Date: 30 August 2023

Status: Accepted

Context

In PSD, users can search for cases, businesses and products. Business and Product records are searched via just the database, but cases indexed via opensearch.

PSD used to use elasticsearch for in-app search - and this now uses a proprietary product license. Due to PSD being an open source project, the license is not compatible with the project. On the infrastructure side, we have moved to opensearch, which is a fork of elasticsearch, but the codebase still uses elasticsearch libraries.

Opensearch is a before licence change fork of elasticsearch, and uses the same API broadly. Opensearch is becoming the standard for opensource projects like PSD due to licence compatablility.

Within PSD, there is a lot of custom code involving direct use of elasticsearch libs, including custom concerns and low-level interactions.

This code is very difficult to maintain and change, and is not well tested. It is also not well documented, and is not well understood by the new team.

Decision

Opensearch

PSD will use opensearch for all in-app search.

Searchkick

We have replaced the custom code with the searchkick gem, which is a well maintained OSS gem that can use elasticsearch or opensearch engines.

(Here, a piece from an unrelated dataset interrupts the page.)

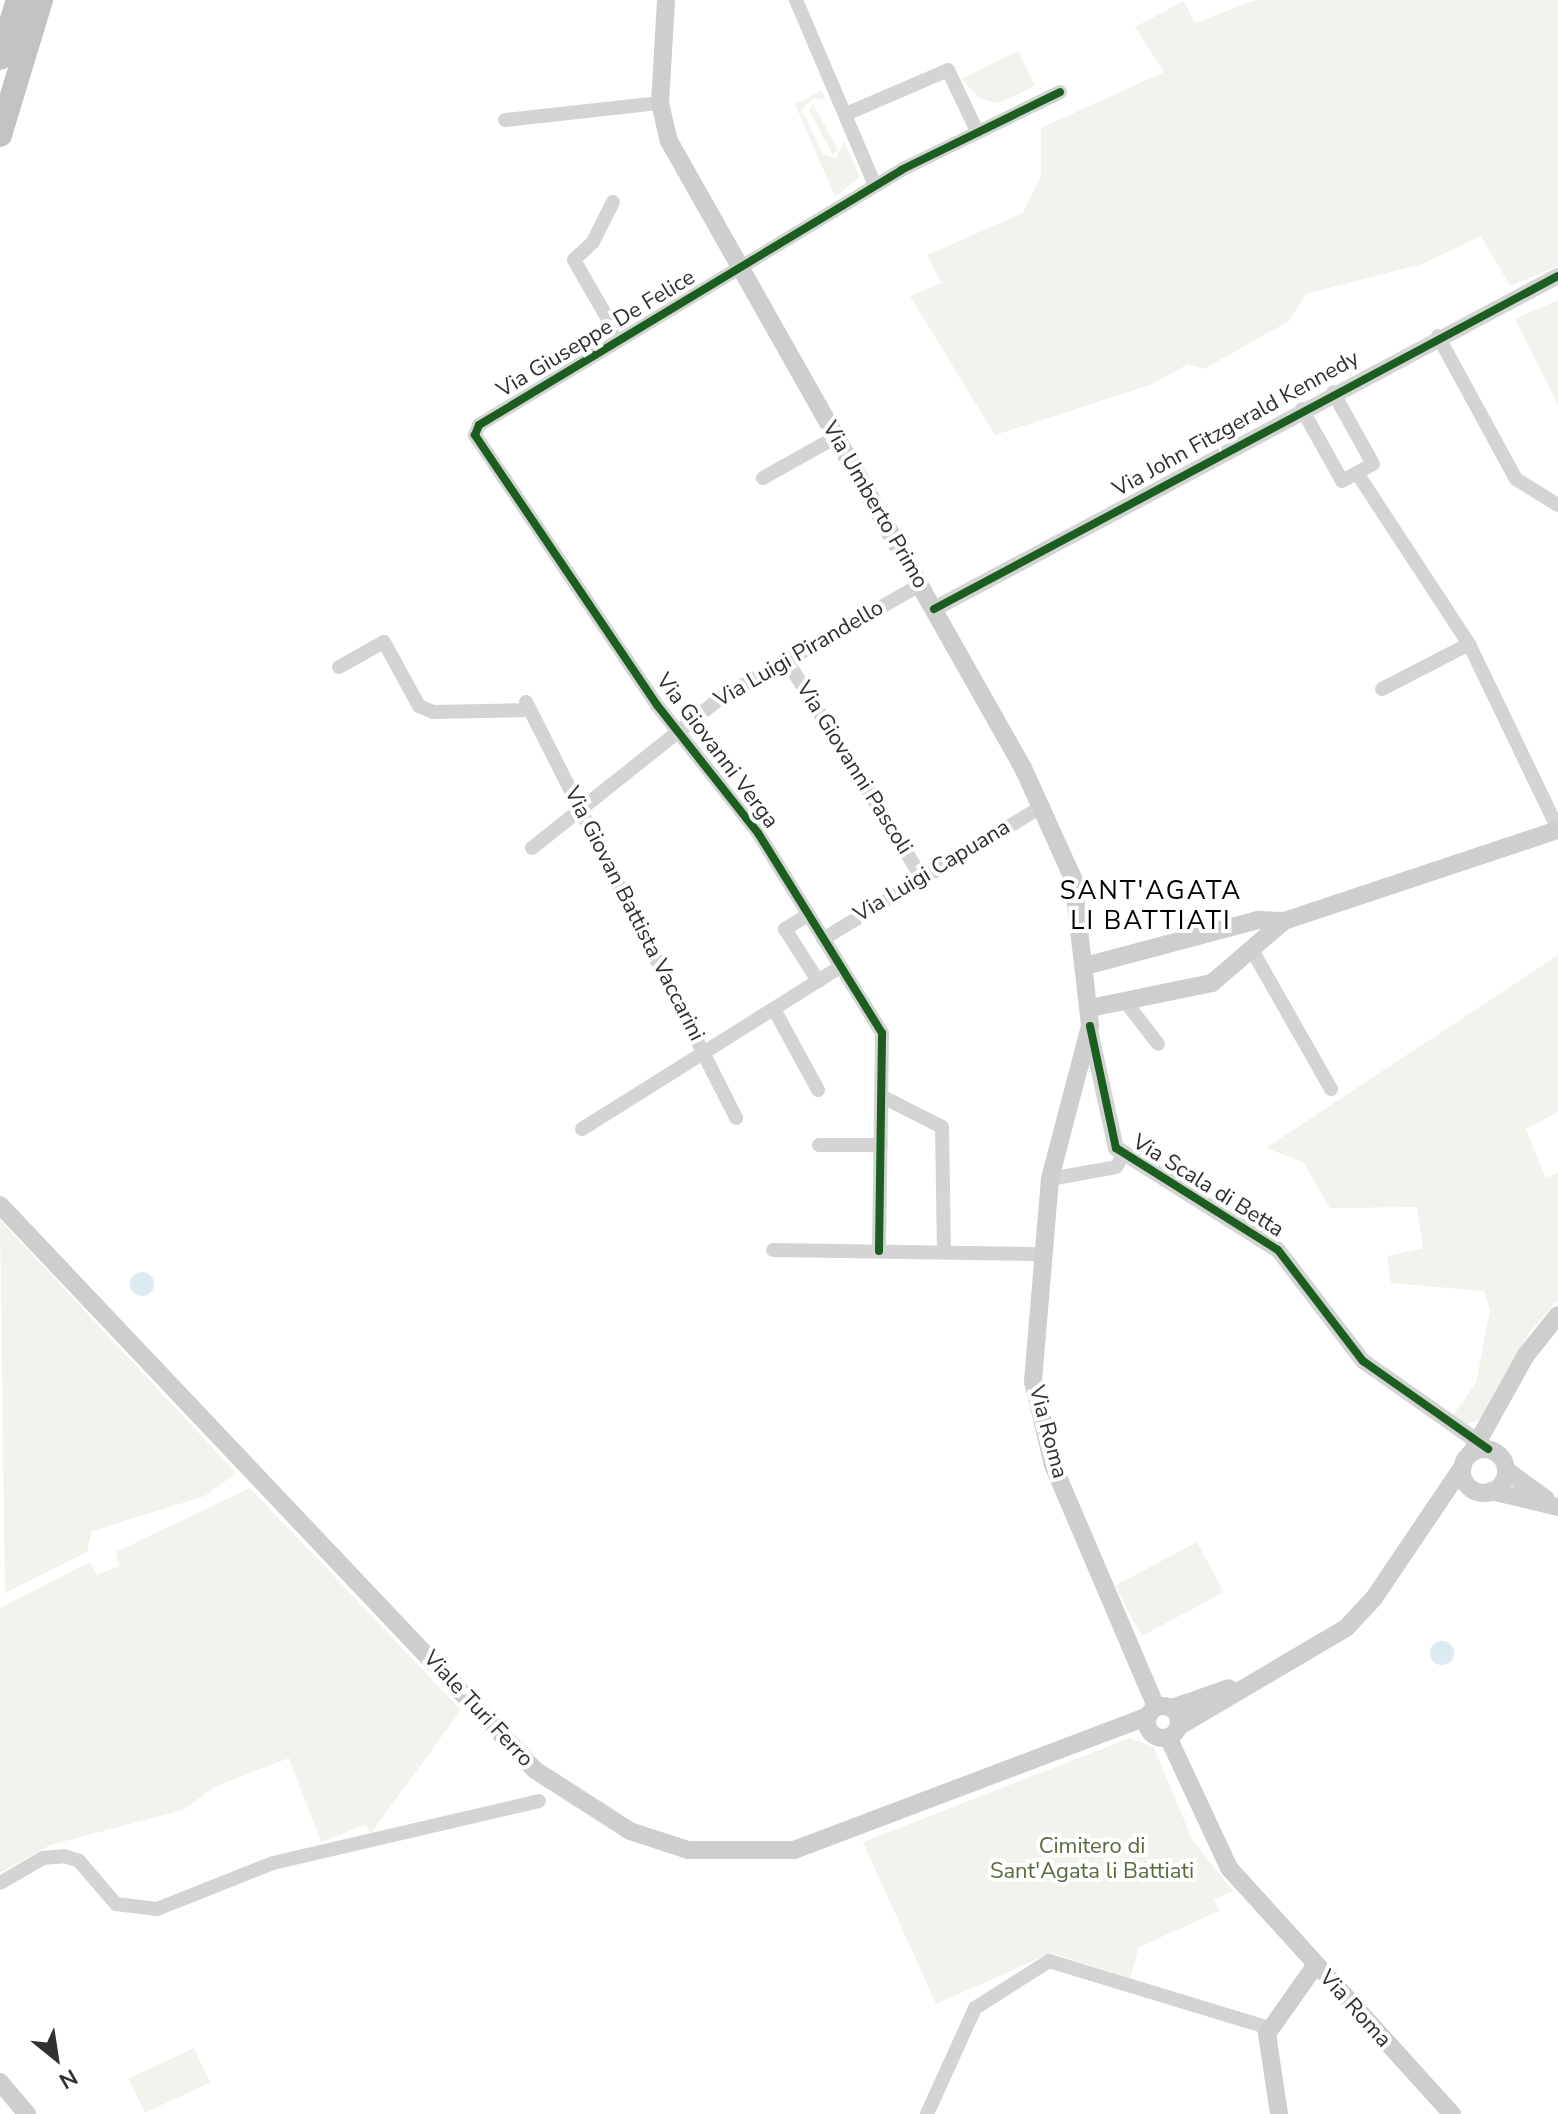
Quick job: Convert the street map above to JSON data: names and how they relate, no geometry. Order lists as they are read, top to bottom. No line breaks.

It is used in production by many sites & other projects, and is licensed under MIT. All the functionality under PSD is now working under searchkick - it replaces the custom concerns & direct communication with opensearch, and replaces it with a well tested, well documented, well understood ruby gem.

Active_model_serializers

To manage the search hash serialization of the Investigation model, we need to produce a ruby hash of each object. A serilalizer gem allow us to more easily test this contract, extracting it out as it's own object. Testing can therfore be done in isolation, and serializers will be reused for the API work later.

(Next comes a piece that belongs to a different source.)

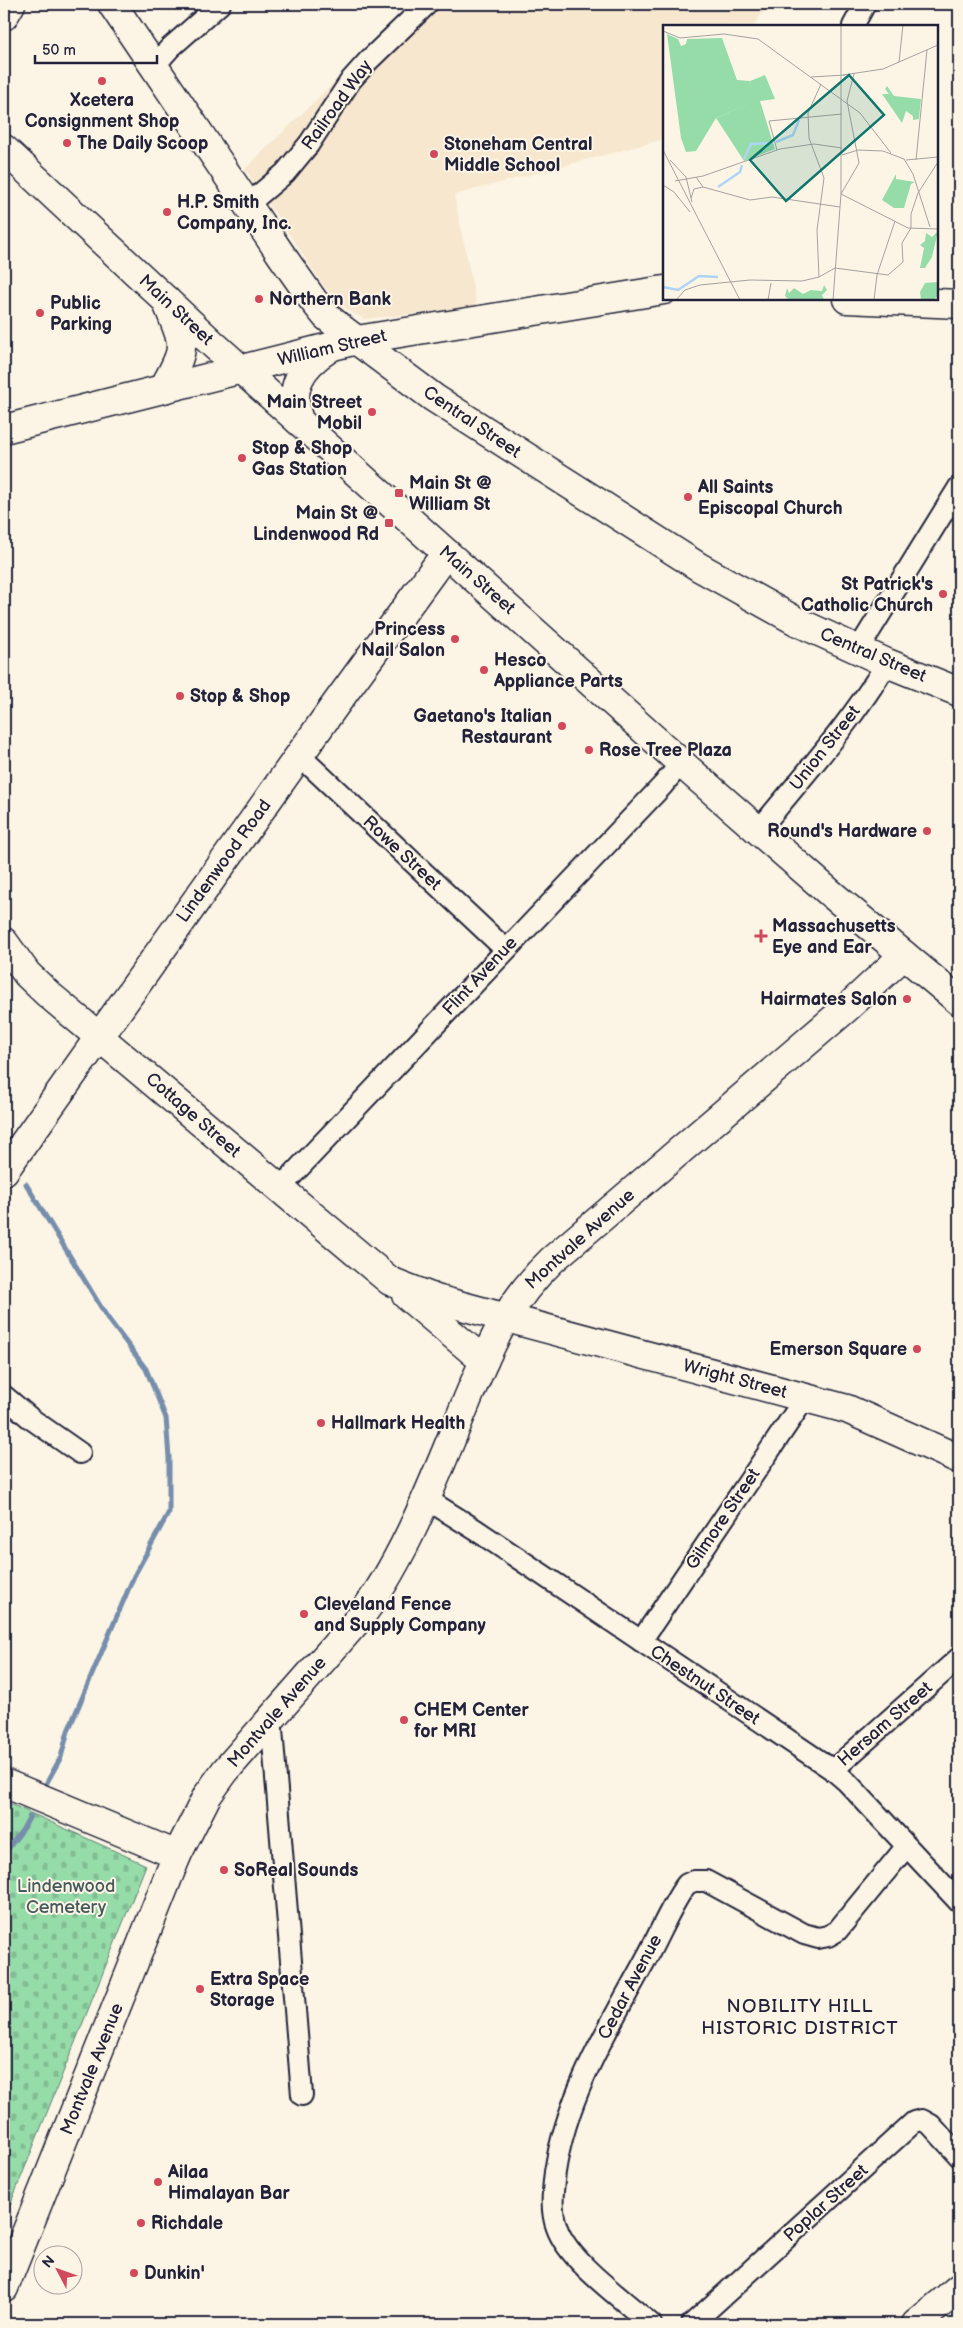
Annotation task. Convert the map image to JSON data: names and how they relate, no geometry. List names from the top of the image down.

We have chosen to use active_model_serializers as it is well maintained, and a popular gem for this purpose.

Pros

  • Removes licence issues around elasticsearch
  • Replaces custom code with a well maintained OSS gem
  • Allows for future use of more complex opensearch functionality, such as synonyms, facets, similarity search, etc
  • Removes all elasticsearch code, giving more certainty around future changes, and to the licence

Cons

  • Indexes will need to be rebuilt on deploy, as the searchkick gem uses a different index format
  • Searchkick is maintained by a third-party developer, and is not part of the core rails team
  • Active_model_serializers is maintained by a third-party developer, and is not part of the core rails team
  • Any future changes to either gem will need to be managed by the team

Alternatives

None considered

Consequences

We will need to rebuild the indexes on deploy, which will take some time. This will be done as part of the deploy process, and will be managed by the team.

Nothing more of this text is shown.